| PROBLEM TO SOLVE |
Where the string "played" occurs in a line of the data below, that line should be copied.

(Saved entries)
§
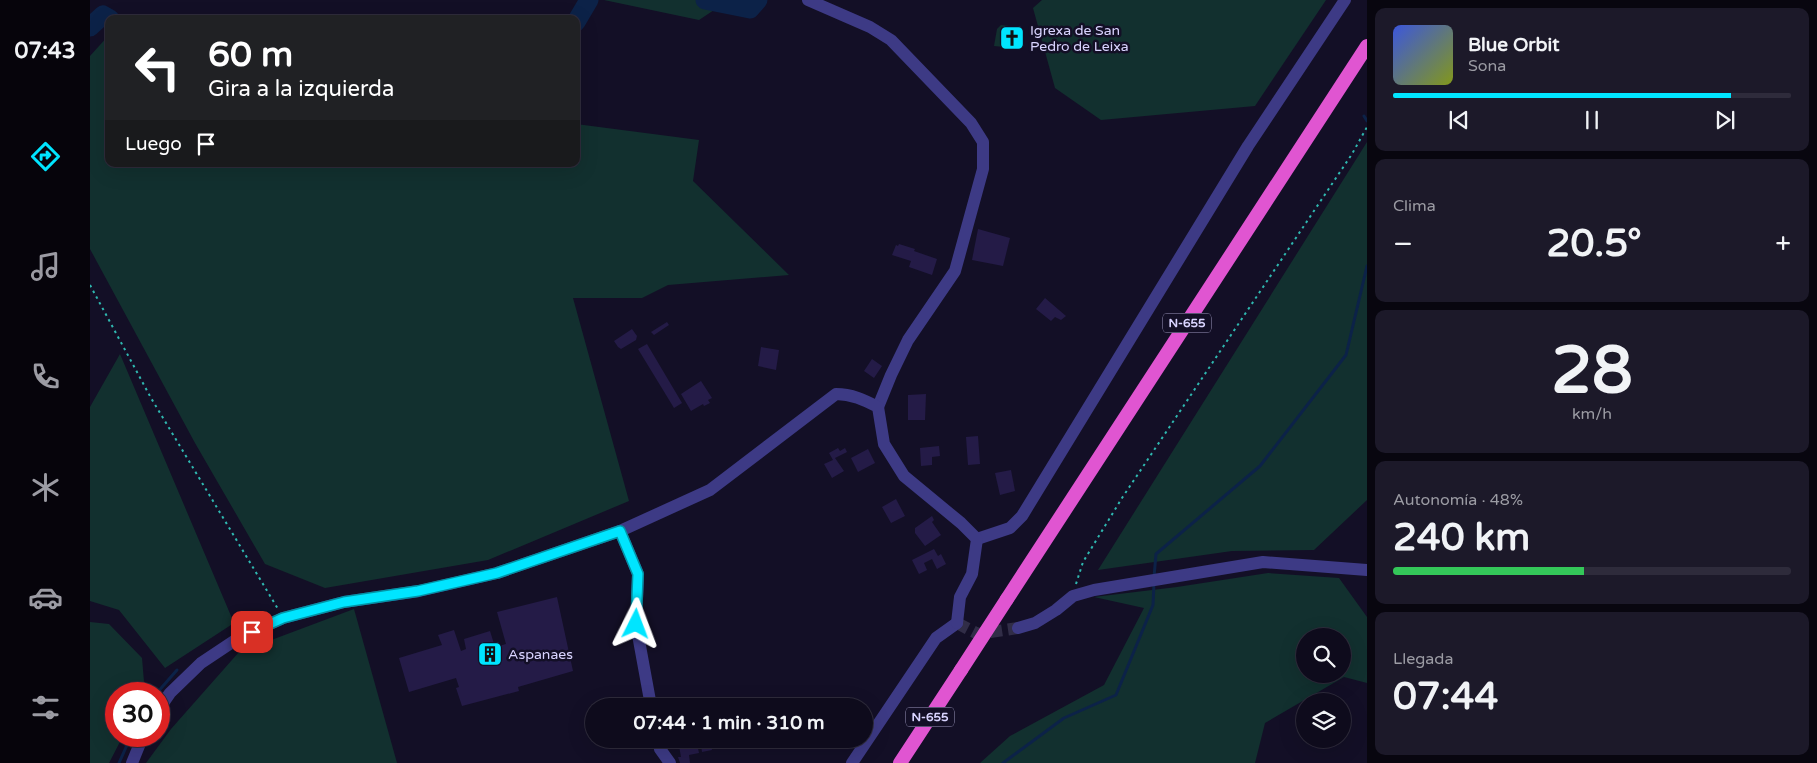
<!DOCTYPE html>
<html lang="es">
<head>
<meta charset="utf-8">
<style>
  body { margin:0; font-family:"Varela Round",sans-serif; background:#1c1929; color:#f1f3f6; height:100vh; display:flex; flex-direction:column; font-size:19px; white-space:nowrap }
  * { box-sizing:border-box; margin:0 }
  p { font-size:16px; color:#9b9ba3 }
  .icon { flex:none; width:28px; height:28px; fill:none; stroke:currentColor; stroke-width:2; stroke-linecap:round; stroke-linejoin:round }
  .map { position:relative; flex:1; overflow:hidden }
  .drawer { display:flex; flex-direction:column; gap:8px; padding:8px; background:#08060f; width:450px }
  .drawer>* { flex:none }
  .banner { position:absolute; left:15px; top:15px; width:475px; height:152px; border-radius:10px; box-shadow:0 5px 20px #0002,0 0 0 1px #2e2b3b; background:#202124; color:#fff; overflow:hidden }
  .buttons { position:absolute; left:1206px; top:628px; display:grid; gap:10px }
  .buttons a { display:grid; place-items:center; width:55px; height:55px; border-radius:50%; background:#0e0b1c; box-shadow:0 5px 20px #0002,0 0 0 1px #2e2b3b; font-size:25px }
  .speed { position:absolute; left:15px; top:682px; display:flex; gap:10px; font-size:25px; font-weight:700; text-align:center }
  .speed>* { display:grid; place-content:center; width:65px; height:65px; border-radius:50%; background:#0e0b1c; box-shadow:0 5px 20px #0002,0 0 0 1px #2e2b3b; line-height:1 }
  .speed .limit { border:8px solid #d22; background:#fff; color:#111 }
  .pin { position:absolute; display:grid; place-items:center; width:42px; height:42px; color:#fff; margin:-21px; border-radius:10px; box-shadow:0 2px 8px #0006 }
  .me { position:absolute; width:55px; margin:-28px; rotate:3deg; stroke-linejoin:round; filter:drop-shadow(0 0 4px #0008) }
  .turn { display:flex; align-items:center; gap:18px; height:105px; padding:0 20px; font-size:22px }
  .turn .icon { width:65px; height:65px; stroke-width:2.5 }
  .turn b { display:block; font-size:35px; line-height:42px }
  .then { display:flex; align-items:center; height:48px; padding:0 20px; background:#0003; gap:10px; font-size:19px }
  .big { font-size:38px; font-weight:700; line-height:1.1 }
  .drawer .widget { flex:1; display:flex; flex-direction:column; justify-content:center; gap:8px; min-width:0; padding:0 18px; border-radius:10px; background:#1c1929 }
  .drawer .dial { align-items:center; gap:0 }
  .dial b { font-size:65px; line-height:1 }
  .song { display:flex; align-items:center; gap:15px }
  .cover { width:60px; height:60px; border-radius:8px; background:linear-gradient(135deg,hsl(230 70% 55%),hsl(70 70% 35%)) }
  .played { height:5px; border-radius:2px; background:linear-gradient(90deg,#00e5ff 85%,#2e2b3b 85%) }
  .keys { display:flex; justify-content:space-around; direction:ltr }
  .heat { display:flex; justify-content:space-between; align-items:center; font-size:28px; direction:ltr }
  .charge { height:8px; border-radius:4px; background:linear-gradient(90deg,#34c759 48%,#2e2b3b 0) }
  .trip { position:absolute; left:495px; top:698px; width:288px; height:50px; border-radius:25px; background:#0e0b1c; box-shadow:0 5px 20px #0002,0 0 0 1px #2e2b3b; font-weight:700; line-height:50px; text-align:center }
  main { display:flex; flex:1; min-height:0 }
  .dock { display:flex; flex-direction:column; width:90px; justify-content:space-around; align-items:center; background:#06040b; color:#9b9ba3 }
  .dock .icon { width:35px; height:35px }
  .dock .on { color:#00e5ff }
  .dock b { font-size:22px; color:#f1f3f6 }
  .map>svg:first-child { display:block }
</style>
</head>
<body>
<main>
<nav class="dock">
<b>07:43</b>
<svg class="icon on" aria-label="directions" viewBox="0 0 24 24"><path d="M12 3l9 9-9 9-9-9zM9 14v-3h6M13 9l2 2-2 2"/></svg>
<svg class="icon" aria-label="music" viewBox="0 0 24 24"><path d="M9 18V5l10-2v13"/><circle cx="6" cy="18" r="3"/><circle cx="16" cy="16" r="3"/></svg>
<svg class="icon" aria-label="phone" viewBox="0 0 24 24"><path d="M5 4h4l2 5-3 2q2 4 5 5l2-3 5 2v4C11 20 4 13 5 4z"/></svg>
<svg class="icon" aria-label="climate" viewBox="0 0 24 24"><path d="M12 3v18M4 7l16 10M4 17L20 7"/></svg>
<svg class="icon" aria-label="car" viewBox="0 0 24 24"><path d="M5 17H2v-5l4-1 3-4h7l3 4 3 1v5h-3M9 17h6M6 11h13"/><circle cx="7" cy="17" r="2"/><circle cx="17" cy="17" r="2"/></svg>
<svg class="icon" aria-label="filters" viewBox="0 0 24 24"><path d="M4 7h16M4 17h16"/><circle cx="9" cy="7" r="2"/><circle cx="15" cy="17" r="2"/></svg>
</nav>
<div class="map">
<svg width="1277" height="763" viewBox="0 0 1277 763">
  <rect width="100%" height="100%" fill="#130f26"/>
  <!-- green -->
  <g fill="#12302f" fill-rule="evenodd">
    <polygon points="514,0 639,0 609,20"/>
    <polygon points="952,0 1236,0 1165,106 1011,120 965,88 943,8"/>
    <polygon points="911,25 919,26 914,47 904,46 907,29"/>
    <polygon points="19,35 19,164 486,164 486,124 609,140 603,181 699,275 578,285 552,298 483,298 539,501 398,560 235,588 175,564 105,443 0,249 0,56"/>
    <polygon points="1277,142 1277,500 1224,550 1142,551 1008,570"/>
    <polygon points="30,354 144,623 75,668 29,610 0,601 0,407"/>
    <path d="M1178 573 1249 578 1277 617V683L1254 677 1175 723 1165 763H890L920 736 1014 685 1054 608 1004 597 1087 587ZM1252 636V674H1215V636Z"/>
    <polygon points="264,609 307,763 56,763 81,729 149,652"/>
    <polygon points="0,622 19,624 52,658 55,694 26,694 26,736 33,736 19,763 0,763"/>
  </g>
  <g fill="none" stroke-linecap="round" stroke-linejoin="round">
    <!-- stream -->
    <g stroke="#0c2248" stroke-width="3">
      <polyline points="1274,116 1277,121"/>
      <polyline points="1064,577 1066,554 1170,466 1256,355 1277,266"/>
      <polyline points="66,694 87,670"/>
      <polyline points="29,763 41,736"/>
      <polyline points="913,763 974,718 1026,695 1063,605 1064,583"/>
    </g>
    <!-- river -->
    <g stroke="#0c2248" stroke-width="19">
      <polyline points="615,0 660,9 668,0"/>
      <polyline points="486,22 499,0"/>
      <polyline points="0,27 13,15 20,19"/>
    </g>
  </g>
  <!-- building -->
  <g fill="#241b47">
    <polygon points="919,26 927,27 927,45 915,43"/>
    <polygon points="888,229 920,238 913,266 882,260"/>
    <polygon points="809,244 825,249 824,251 847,259 842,275 819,267 821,261 802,255 806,245 808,246"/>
    <polygon points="955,298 976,316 971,320 965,317 961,321 946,309"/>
    <polygon points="577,322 579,325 564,335 561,332"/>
    <polygon points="542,329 547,336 546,340 531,349 528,347 524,341"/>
    <polygon points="557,344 592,403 584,408 548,349"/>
    <polygon points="671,347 689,350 686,370 668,366"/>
    <polygon points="782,359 792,366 784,378 774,371"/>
    <polygon points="611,381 622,398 618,400 620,403 614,406 613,404 601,411 591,394"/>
    <polygon points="836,394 835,420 818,420 818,395"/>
    <polygon points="888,436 890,464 878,465 876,437"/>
    <polygon points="849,446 850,456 842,457 842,465 831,466 830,448"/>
    <polygon points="748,448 750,451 755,448 757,452 745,458 754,471 742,478 734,464 743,460 739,453"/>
    <polygon points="778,449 785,463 768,472 761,458"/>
    <polygon points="921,470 925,491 910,495 905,473"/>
    <polygon points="806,499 815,516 801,523 792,507"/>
    <polygon points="842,516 844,520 842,522 851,535 835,546 825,533 825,528"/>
    <polygon points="844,549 848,556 851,554 856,564 847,569 842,559 834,563 837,570 829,574 822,560"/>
    <polygon points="467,597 483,671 428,687 429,691 372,706 366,688 369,687 366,678 319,692 309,658 352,645 348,635 364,630 371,651 376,649 374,639 400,631 405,647 416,644 407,612"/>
    <polygon points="592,739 606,739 609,753 599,755 600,763 590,763 588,757 591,757 588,740"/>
    <polygon points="610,739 620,739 622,750 612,752"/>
  </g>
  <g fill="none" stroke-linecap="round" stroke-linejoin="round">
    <!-- minor-tunnel -->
    <polyline stroke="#312d47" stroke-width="12" stroke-dasharray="12 6" stroke-linecap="butt" points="867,623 888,634 928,628"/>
    <!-- path -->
    <g stroke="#2fb8b0" stroke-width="2" stroke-dasharray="2.5 4" stroke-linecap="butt">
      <polyline points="0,285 61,398 188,609"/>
      <polyline points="986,584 993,562 1032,498 1262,154 1277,127"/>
    </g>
    <!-- minor -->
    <g stroke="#3d3a85" stroke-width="12">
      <polyline points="718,0 780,27 801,40 881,123 893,142 893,169 865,271 818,340 801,375 788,407"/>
      <polyline points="530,531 548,574 546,624 561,706"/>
      <polyline points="887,539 920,528 932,516 1158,146 1255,0"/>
      <polyline points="928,628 945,623 966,610 983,596 1004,590 1173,562 1277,570"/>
      <polyline points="568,739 570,749 580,763"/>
      <polyline points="762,763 846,638 867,623"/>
    </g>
    <!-- tertiary -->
    <g stroke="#3d3a85" stroke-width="12">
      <path d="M69 709 80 693 111 663 147 639 193 618 254 602 329 591 407 573 530 531 620 490 746 394C762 394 774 400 788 407L794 444 814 476 871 523 887 539 882 574 870 597 867 623"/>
      <polyline points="42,763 53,736"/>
    </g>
    <!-- trunk -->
    <g stroke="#e055d1" stroke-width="14">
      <polyline points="917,599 1277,46"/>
      <polyline points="810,763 871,670"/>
    </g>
    <!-- trunk-bridge -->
    <polyline stroke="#e055d1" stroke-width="14" points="871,670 917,599"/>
  </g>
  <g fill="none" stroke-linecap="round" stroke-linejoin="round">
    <defs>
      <polyline id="route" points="162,632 193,618 254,602 328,591 407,573 530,531 548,574 546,624"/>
    </defs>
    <!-- route casing -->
    <use href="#route" stroke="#0095a6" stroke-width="12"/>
    <!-- route -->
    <use href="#route" stroke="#00e5ff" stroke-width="9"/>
  </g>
  <!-- icons -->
  <defs>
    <symbol id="church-square" viewBox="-11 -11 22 22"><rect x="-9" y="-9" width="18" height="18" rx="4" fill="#00e5ff" stroke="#130f26"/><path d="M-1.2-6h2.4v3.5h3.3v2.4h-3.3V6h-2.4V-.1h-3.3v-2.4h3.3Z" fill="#111"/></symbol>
    <symbol id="building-square" viewBox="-11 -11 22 22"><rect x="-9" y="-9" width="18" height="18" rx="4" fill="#00e5ff" stroke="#130f26"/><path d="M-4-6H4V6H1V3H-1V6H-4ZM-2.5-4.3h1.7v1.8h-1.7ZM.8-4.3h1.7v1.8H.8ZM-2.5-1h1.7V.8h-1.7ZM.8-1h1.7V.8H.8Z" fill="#111"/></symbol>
  </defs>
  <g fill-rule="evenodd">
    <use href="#church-square" x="908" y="24" width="28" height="28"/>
    <use href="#building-square" x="386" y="640" width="28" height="28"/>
  </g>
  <g text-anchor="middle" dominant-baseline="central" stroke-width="5" stroke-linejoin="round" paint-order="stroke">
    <!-- shield labels -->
    <g fill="#130f26" stroke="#9e99be" stroke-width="1">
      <rect x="1073" y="313.5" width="48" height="19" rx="4"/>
      <rect x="816" y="707.5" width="48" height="19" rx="4"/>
    </g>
    <g font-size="12" font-weight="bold" fill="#d9d4ff">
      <text x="1097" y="323">N-655</text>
      <text x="840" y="717">N-655</text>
    </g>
    <!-- poi labels -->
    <g font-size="14" fill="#d9d4ff" stroke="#130f26" text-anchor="start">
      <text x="940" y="30">Igrexa de San<tspan x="940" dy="16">Pedro de Leixa</tspan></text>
      <text x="418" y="654">Aspanaes</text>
    </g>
  </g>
</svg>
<div class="buttons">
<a><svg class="icon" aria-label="search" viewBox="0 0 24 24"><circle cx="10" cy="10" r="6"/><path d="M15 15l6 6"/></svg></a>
<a><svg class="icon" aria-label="layers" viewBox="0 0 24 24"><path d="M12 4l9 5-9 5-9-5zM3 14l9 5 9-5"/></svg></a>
</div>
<div class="speed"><div class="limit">30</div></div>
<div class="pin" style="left:162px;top:632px;background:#d93025"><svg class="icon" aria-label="arrive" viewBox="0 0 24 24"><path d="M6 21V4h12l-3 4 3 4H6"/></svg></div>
<svg class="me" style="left:546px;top:624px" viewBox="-20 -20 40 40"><path d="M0-17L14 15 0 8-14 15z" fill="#00e5ff" stroke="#fff" stroke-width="4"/></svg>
<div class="trip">07:44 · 1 min · 310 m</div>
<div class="banner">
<div class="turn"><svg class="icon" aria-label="left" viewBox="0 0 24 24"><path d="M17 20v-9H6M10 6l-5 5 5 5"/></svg><div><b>60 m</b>Gira a la izquierda</div></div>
<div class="then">Luego<svg class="icon" aria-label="arrive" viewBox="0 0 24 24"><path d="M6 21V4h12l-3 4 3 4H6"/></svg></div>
</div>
</div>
<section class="drawer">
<div class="widget">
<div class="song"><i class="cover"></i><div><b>Blue Orbit</b><p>Sona</p></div></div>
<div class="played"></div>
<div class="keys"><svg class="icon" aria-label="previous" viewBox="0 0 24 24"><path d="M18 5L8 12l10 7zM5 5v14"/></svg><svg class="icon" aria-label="pause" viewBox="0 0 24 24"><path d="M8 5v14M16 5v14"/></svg><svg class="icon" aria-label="next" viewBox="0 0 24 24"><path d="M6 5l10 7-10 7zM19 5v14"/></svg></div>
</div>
<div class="widget"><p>Clima</p>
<div class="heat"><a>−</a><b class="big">20.5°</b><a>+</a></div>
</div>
<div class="widget dial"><b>28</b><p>km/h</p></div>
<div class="widget"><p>Autonomía · 48%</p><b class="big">240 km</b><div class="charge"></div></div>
<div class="widget"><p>Llegada</p><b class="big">07:44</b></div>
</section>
</main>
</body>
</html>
§
| RESULT OF THE TASK |
  .played { height:5px; border-radius:2px; background:linear-gradient(90deg,#00e5ff 85%,#2e2b3b 85%) }
<div class="played"></div>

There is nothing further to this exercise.